*** PROVIDED INFORMATION Section Begins ***

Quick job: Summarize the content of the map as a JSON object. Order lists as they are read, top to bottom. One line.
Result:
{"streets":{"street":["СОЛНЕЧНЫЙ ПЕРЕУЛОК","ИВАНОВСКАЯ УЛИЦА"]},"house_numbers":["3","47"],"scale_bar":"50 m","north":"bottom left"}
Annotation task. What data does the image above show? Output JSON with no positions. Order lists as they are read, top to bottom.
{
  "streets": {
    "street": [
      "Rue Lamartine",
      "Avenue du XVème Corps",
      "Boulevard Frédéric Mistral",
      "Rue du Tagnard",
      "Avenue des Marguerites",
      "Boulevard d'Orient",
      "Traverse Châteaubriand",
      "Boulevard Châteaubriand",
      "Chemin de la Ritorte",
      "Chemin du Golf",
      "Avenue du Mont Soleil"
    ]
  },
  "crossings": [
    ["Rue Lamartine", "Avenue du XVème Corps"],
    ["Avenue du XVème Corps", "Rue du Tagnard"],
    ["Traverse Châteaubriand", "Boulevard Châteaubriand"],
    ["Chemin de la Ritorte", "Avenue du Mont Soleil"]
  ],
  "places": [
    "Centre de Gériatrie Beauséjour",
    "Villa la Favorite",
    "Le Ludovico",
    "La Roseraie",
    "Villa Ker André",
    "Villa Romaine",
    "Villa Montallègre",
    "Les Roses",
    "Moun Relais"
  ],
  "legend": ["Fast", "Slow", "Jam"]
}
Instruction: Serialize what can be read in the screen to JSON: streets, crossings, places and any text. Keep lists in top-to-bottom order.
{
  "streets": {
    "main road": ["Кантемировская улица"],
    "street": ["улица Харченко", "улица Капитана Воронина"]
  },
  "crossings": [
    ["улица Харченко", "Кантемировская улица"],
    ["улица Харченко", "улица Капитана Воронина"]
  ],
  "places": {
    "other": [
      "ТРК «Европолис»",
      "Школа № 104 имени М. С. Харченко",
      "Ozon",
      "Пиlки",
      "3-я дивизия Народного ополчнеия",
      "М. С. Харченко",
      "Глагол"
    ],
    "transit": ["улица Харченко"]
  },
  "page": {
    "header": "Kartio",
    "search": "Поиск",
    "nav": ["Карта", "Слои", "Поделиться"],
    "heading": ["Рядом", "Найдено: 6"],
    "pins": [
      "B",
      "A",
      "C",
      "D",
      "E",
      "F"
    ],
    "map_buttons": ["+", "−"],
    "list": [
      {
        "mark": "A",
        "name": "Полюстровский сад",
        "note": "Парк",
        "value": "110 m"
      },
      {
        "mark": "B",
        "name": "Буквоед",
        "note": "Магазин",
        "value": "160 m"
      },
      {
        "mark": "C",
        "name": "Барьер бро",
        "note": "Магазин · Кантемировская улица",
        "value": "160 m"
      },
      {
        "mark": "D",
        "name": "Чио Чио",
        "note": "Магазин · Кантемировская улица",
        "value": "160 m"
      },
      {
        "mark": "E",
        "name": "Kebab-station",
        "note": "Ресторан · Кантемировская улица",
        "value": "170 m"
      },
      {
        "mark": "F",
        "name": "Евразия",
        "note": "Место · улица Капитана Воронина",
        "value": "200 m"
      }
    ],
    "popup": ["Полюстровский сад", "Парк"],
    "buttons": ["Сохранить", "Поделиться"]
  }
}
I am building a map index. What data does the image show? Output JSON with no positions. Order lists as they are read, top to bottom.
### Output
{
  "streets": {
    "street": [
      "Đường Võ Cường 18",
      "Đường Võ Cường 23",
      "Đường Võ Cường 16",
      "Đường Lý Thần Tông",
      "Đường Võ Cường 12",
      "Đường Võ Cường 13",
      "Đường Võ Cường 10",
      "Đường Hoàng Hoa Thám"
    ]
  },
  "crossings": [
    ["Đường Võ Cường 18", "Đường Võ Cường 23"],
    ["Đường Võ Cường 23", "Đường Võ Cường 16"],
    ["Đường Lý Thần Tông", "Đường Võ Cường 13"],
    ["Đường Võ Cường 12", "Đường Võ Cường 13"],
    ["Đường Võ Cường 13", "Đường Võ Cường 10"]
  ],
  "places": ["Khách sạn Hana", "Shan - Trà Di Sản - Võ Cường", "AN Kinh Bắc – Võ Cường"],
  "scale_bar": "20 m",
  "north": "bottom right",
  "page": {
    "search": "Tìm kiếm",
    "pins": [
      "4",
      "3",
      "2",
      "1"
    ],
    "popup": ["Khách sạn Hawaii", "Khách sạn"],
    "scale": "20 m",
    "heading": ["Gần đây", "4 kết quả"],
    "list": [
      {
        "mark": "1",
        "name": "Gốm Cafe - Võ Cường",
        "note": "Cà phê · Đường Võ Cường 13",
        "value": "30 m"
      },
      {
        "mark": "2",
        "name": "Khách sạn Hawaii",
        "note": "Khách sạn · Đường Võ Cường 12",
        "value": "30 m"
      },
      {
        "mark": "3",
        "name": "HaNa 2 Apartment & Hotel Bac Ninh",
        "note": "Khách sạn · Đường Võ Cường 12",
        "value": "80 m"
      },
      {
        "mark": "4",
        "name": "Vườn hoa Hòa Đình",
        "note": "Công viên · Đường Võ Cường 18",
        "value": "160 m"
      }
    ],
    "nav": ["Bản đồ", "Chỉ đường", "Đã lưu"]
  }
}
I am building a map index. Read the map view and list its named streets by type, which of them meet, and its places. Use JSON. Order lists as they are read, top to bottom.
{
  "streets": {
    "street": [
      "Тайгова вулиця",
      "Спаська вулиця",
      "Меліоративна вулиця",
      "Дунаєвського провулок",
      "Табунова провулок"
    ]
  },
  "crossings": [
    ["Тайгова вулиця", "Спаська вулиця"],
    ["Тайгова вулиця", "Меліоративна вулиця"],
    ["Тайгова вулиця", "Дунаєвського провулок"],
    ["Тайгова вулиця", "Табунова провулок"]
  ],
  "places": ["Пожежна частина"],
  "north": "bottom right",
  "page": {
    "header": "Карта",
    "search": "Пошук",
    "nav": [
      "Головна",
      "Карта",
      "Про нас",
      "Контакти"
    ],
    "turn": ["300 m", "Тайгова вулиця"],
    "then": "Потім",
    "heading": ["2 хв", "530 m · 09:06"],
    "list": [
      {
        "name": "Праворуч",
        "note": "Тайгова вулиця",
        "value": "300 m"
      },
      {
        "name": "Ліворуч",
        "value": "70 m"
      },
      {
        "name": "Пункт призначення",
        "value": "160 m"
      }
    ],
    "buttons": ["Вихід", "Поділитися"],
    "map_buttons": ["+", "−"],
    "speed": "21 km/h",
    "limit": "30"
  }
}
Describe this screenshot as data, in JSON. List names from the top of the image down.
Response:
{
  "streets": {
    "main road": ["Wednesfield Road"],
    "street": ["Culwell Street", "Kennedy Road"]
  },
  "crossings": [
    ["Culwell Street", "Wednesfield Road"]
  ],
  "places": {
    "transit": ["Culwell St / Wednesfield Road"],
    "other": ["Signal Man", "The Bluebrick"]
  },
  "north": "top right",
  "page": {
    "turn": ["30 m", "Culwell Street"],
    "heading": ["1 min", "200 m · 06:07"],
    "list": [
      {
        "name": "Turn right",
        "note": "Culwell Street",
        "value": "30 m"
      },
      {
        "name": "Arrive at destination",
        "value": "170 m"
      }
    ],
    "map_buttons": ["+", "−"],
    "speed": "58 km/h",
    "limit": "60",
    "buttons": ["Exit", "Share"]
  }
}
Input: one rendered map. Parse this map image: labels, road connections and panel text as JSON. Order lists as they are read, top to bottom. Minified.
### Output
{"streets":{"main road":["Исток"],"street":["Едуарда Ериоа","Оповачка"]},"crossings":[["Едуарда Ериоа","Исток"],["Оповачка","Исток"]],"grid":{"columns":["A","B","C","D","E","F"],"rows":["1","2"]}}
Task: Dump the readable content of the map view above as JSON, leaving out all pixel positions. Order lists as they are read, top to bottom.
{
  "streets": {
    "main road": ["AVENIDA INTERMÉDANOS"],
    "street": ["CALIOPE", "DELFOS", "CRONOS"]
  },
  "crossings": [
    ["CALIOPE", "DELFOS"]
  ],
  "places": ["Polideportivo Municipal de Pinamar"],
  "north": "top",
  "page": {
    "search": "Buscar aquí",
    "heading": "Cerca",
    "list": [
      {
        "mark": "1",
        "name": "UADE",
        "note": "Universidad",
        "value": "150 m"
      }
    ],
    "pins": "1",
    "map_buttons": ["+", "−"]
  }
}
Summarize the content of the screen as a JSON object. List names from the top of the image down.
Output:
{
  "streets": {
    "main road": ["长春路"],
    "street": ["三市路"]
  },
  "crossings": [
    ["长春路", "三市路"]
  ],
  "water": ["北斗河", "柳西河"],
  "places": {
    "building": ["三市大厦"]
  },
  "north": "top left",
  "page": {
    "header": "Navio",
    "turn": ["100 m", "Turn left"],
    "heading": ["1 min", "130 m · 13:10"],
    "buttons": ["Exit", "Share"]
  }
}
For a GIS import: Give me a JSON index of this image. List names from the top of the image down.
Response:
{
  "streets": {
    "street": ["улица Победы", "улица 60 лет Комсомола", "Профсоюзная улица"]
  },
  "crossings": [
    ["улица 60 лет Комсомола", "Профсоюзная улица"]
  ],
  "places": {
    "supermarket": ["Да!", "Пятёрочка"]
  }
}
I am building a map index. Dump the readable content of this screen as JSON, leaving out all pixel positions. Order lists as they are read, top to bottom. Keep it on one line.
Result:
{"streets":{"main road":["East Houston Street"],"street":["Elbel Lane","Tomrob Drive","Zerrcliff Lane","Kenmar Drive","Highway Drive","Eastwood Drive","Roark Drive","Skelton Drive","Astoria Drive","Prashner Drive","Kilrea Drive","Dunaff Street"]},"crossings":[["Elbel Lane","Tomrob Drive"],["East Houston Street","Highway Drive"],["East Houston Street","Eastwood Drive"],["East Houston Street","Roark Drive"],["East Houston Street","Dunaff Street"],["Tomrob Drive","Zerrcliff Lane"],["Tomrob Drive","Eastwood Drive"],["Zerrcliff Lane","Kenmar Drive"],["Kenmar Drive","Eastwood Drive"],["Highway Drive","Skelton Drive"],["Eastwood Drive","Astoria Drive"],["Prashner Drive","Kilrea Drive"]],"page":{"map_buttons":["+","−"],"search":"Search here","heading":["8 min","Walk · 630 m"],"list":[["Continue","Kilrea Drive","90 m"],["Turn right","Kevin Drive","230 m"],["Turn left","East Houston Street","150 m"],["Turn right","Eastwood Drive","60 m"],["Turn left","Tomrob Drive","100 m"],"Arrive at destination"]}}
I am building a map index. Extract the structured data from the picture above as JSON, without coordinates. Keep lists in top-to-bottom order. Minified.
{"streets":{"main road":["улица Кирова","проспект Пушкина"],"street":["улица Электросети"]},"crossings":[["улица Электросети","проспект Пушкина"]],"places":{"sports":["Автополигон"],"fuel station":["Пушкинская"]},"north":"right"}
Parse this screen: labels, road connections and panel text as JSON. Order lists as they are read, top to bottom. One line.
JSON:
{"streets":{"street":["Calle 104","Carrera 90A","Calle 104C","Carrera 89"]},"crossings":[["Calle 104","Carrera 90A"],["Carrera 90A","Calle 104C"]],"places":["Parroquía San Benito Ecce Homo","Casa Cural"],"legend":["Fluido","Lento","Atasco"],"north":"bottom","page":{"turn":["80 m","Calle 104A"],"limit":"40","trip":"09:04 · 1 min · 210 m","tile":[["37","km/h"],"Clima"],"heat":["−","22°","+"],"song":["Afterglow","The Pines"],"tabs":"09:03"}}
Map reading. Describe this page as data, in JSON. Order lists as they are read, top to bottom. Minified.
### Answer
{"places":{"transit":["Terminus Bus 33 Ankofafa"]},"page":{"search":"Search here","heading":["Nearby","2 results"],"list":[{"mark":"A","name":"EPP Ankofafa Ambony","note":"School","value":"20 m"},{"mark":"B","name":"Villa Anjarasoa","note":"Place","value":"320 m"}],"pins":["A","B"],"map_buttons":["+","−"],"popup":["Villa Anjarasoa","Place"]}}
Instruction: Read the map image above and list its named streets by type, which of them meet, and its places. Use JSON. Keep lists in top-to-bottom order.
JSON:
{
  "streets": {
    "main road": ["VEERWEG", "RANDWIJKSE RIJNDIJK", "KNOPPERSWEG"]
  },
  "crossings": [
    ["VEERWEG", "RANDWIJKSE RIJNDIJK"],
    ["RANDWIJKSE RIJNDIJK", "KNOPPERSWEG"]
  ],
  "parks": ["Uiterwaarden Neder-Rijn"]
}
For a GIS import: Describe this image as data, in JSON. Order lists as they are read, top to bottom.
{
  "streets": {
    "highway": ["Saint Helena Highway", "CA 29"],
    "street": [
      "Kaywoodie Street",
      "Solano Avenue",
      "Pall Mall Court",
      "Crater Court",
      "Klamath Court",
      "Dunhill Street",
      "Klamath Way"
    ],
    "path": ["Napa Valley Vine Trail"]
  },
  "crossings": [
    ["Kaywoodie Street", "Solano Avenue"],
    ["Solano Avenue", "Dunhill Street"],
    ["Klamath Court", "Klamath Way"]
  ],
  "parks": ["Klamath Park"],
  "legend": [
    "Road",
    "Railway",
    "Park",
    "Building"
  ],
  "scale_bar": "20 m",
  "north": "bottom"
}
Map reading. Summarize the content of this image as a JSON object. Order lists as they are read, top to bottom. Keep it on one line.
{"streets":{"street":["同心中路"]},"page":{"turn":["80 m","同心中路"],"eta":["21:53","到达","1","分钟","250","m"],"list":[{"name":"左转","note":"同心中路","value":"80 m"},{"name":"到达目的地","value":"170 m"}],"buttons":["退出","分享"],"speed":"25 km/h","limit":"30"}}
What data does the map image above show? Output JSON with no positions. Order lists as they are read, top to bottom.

*** PROVIDED INFORMATION Section Ends ***

* _PROBLEM_: Your reply should consist of a single number, the count of lines in the records above that contain the string "down".

* _PROBLEM SOLUTION_: 3